The reference to the 32-bit compute unit is in reference to the standard width of floating point data used for deep learning training. By reducing the data used in these computations to 16 bits, or even 8 bits, the number of calculations per watt can be increased dramatically. In addition, Fujitsu Laboratories’ has implemented the technology with integer, rather than floating point operations, further optimizing the computations. For example, Fujitsu Laboratories estimates that power consumption of the processor and memory subsystem can be reduced by 50 percent by paring down the data from 32 to 16 bits, and 75 percent when taking it down to 8 bits.

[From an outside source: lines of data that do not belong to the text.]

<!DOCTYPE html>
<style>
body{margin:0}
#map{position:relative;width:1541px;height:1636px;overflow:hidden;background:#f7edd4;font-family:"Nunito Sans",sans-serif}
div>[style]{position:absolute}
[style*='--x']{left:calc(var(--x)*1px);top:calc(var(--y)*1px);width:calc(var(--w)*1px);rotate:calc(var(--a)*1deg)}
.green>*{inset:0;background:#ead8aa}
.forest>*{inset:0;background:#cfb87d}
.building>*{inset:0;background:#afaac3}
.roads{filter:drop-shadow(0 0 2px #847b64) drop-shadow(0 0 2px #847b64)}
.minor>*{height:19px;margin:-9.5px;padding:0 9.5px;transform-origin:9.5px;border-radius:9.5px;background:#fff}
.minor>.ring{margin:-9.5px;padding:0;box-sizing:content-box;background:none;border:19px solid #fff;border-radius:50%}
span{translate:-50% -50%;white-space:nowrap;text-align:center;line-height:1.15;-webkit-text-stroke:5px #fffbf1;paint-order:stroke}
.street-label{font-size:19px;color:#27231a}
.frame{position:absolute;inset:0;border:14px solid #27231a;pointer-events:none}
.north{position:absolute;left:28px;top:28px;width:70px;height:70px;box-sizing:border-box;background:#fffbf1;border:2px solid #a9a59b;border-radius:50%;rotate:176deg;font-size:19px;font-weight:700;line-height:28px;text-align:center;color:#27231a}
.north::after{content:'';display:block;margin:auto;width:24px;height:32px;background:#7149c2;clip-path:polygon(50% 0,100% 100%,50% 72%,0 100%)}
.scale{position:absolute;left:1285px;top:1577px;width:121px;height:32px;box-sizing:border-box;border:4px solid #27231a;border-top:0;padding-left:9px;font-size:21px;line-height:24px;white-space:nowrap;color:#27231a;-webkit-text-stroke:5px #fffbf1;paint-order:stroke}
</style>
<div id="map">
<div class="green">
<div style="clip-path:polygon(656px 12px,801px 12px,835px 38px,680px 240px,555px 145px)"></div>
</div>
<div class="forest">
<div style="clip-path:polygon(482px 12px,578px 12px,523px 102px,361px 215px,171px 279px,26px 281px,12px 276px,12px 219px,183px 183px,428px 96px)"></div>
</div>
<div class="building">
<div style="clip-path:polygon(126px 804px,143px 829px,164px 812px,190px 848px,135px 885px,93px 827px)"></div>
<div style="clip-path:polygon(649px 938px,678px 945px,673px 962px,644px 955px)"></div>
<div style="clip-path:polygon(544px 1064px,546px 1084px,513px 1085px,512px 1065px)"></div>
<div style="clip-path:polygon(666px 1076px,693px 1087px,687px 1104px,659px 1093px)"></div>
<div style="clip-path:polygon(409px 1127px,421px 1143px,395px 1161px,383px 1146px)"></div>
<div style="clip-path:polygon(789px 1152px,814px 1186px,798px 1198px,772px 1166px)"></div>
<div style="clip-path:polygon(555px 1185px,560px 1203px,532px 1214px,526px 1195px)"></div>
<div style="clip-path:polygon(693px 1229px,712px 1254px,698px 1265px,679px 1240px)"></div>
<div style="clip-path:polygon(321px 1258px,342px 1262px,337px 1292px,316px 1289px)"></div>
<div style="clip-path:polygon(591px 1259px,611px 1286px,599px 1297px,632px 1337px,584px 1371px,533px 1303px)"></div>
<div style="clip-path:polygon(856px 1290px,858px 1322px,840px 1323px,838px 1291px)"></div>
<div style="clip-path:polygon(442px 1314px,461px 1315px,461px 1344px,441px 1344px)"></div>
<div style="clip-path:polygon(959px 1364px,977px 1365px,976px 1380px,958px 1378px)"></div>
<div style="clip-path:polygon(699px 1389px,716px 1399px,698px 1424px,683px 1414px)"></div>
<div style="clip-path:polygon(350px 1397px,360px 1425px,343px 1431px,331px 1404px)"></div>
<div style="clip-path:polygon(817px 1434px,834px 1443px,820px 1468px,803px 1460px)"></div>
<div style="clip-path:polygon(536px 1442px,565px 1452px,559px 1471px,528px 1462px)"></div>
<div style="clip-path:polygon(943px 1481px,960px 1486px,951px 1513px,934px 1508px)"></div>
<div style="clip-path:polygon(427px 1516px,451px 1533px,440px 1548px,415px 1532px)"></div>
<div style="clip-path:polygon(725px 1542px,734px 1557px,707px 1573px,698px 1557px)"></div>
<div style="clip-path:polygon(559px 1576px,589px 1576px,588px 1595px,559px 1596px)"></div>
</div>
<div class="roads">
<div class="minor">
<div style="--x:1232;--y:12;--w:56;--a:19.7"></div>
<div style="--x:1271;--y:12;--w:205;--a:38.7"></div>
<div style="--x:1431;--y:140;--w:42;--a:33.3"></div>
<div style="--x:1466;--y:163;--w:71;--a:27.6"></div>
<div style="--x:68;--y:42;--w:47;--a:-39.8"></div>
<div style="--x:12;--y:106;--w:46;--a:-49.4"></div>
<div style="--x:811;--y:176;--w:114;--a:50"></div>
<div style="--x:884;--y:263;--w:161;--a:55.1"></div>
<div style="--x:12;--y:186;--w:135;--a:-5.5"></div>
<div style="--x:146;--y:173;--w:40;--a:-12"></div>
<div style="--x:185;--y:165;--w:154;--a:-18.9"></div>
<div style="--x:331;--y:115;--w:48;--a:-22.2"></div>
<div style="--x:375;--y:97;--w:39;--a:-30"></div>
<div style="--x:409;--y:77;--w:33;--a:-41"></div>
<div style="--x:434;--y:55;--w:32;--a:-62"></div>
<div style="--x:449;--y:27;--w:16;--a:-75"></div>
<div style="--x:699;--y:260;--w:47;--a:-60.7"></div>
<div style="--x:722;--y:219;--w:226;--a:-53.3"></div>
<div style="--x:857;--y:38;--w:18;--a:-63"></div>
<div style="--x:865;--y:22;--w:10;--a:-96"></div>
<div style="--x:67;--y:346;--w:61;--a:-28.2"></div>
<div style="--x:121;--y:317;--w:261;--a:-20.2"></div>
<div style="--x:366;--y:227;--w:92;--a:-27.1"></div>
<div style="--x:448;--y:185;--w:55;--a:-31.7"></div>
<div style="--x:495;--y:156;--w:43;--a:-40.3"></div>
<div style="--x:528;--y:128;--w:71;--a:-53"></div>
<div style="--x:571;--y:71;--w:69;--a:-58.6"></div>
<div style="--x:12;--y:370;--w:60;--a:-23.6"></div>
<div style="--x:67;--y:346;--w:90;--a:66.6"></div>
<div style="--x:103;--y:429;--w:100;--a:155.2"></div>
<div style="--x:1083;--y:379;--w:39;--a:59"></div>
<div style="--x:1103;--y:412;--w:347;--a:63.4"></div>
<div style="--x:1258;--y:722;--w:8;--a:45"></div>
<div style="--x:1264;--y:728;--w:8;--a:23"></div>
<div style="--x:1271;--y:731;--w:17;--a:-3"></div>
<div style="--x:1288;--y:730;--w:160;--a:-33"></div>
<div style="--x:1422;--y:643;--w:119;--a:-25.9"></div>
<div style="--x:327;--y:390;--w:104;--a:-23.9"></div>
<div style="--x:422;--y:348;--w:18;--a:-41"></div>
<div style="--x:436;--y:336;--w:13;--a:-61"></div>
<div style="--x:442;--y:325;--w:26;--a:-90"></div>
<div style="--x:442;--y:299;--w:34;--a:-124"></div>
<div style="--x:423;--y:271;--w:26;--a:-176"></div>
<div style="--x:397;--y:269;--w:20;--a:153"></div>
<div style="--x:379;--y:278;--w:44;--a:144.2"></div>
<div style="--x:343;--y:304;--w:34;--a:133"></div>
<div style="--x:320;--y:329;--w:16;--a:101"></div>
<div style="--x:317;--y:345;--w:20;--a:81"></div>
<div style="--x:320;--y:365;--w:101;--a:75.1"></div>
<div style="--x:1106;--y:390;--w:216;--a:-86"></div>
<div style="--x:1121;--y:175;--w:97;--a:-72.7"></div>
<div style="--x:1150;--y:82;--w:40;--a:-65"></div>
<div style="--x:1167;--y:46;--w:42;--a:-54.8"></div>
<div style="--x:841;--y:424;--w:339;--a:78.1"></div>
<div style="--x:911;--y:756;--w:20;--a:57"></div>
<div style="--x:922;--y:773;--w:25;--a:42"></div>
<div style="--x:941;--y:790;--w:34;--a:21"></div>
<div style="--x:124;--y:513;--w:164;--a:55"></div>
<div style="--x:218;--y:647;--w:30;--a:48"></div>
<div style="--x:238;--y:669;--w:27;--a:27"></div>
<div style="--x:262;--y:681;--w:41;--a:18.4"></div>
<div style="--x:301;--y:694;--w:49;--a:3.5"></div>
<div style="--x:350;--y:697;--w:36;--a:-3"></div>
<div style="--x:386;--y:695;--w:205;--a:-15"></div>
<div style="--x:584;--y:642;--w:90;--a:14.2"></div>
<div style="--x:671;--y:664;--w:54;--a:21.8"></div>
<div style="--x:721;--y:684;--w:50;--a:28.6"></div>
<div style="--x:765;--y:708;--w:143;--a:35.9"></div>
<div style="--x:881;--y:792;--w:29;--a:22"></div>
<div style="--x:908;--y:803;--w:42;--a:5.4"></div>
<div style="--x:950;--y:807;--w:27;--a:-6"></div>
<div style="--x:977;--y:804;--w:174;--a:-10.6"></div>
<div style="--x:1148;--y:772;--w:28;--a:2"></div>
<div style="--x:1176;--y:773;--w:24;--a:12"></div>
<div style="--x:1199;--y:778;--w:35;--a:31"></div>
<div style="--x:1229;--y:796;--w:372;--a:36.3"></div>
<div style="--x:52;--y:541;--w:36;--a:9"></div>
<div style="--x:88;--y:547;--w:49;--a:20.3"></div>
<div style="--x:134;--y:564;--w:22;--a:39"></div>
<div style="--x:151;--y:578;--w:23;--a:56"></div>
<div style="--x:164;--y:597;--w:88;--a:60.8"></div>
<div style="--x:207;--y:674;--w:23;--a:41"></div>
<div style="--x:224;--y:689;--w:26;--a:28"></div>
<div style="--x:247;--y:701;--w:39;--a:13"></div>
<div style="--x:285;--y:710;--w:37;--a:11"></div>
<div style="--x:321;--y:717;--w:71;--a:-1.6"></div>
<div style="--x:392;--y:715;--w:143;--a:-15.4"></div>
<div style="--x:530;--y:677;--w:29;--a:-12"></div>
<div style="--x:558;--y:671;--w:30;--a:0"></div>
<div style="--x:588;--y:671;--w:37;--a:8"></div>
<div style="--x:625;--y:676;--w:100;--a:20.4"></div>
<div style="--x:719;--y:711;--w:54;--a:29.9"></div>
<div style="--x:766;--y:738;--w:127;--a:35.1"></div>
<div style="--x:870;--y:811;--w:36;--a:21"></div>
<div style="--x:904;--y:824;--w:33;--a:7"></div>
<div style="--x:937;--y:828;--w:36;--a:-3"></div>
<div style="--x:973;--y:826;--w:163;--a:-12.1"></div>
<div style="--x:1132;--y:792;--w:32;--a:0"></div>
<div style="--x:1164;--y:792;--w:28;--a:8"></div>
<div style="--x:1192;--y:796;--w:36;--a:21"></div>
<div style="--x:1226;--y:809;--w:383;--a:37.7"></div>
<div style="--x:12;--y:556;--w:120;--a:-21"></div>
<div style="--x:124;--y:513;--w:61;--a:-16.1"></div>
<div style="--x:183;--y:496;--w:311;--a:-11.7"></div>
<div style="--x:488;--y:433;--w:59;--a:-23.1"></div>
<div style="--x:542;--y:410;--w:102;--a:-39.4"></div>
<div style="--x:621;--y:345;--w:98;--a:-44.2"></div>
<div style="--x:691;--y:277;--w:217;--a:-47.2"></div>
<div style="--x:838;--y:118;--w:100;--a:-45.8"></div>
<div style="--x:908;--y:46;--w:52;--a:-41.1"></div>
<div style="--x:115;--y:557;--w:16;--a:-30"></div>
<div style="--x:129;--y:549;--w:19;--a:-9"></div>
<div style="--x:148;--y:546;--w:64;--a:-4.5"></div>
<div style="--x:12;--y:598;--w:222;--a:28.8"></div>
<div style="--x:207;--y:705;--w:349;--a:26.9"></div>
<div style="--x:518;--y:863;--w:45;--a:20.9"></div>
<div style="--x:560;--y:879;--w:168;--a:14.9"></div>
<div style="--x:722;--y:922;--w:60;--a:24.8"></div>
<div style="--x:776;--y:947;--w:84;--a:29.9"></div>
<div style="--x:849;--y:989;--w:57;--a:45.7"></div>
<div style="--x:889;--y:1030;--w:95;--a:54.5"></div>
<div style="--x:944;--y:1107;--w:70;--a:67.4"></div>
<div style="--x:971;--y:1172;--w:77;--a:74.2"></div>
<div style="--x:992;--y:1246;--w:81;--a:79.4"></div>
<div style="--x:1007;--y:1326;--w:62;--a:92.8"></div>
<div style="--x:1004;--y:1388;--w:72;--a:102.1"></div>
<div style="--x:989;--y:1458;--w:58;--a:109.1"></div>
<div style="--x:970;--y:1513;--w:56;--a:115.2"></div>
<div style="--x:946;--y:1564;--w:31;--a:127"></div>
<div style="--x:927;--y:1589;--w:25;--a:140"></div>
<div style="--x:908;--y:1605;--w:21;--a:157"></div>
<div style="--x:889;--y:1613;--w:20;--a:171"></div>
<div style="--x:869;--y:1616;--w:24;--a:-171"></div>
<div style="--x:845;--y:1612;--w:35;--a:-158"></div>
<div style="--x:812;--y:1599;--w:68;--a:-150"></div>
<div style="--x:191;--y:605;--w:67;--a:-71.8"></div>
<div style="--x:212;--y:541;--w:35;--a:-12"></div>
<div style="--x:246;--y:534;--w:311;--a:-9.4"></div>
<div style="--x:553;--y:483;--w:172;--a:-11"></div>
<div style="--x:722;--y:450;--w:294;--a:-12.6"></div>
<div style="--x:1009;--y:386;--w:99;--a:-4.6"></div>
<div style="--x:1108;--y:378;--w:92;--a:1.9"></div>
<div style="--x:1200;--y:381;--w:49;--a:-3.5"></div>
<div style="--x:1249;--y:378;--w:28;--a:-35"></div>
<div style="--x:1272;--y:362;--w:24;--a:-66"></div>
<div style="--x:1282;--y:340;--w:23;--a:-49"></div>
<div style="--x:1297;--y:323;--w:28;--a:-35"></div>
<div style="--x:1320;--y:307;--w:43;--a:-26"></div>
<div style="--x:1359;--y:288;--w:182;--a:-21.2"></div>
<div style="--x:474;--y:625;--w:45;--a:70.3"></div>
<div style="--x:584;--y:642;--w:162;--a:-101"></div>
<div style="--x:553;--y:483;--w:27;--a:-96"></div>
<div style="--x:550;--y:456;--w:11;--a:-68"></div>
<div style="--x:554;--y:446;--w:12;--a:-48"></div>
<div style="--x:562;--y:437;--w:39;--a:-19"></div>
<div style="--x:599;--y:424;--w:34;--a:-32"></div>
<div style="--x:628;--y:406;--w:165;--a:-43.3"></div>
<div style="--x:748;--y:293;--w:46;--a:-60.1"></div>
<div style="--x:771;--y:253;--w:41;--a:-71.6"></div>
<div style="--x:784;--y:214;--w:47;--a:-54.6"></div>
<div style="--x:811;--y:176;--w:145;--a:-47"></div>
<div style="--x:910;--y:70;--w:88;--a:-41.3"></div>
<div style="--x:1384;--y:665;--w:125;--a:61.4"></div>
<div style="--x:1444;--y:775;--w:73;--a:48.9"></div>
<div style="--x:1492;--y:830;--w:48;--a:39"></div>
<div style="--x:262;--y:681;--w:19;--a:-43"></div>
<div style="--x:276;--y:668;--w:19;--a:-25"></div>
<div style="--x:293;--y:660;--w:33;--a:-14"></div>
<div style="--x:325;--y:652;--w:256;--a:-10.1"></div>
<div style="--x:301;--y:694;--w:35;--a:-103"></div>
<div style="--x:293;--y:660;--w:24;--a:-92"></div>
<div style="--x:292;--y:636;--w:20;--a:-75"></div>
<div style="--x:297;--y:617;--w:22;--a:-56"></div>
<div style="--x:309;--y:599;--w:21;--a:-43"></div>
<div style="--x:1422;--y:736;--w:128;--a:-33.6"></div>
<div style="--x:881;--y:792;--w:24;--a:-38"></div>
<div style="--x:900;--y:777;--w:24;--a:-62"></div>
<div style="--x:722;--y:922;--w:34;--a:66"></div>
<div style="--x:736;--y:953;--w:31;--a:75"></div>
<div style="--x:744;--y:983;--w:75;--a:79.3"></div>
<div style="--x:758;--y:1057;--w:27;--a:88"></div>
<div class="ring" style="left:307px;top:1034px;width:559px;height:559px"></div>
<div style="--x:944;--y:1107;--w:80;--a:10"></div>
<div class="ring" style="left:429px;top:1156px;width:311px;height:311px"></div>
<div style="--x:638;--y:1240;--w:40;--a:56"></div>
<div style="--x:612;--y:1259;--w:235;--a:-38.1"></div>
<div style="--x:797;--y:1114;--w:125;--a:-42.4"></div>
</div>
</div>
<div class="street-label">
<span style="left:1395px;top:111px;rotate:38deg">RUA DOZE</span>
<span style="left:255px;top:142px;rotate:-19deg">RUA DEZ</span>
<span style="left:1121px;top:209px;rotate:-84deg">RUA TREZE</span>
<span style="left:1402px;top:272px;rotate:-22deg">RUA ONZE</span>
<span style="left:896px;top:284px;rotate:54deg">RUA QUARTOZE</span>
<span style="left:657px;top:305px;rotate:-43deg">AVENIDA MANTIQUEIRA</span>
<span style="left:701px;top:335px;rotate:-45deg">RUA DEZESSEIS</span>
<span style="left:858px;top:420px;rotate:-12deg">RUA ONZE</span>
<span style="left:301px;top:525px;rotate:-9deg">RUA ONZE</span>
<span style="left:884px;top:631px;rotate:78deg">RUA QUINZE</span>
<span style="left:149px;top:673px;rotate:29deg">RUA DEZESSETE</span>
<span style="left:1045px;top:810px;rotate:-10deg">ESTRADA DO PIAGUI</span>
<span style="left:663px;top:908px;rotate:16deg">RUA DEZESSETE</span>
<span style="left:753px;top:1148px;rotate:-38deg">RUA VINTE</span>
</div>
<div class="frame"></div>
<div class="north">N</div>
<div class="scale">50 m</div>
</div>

The tricky part is that not all neural networks are amenable to this sort of reduced precision, so trying to force 16-bit computation on a deep learning model that requires 32 bits will result in reduced accuracy. The key to this technology is being able to determine the sweet spot for the data size in real time during training.

To do this the circuitry hardware has a block devoted to analyzing the data being calculated, a database that stores the distribution of the analyzed data, and a block that preserves the calculation settings. During neural network training, the distribution of the analyzed data is used to compute the minimal bit width that can provide a reasonably accurate model.

For example, using LeNet, a convolution neural network used to recognize visual patterns, along with the MNIST dataset, the circuit technology was able to achieve a recognition accuracy of 98.31 percent using 8-bit data and 98.89 percent using 16-bit data. For comparison, the recognition accuracy is 98.90 percent when using 32-bit data, which for all practical purposes is identical to the 16-bit solution.

Additional details of the technology are being provided this week at xSIG 2017, the first cross-disciplinary Workshop on Computing Systems, Infrastructures, and Programming. The workshop is being held at the Toranomon Hills Forum in Minato-ku, Tokyo, from April 24-26.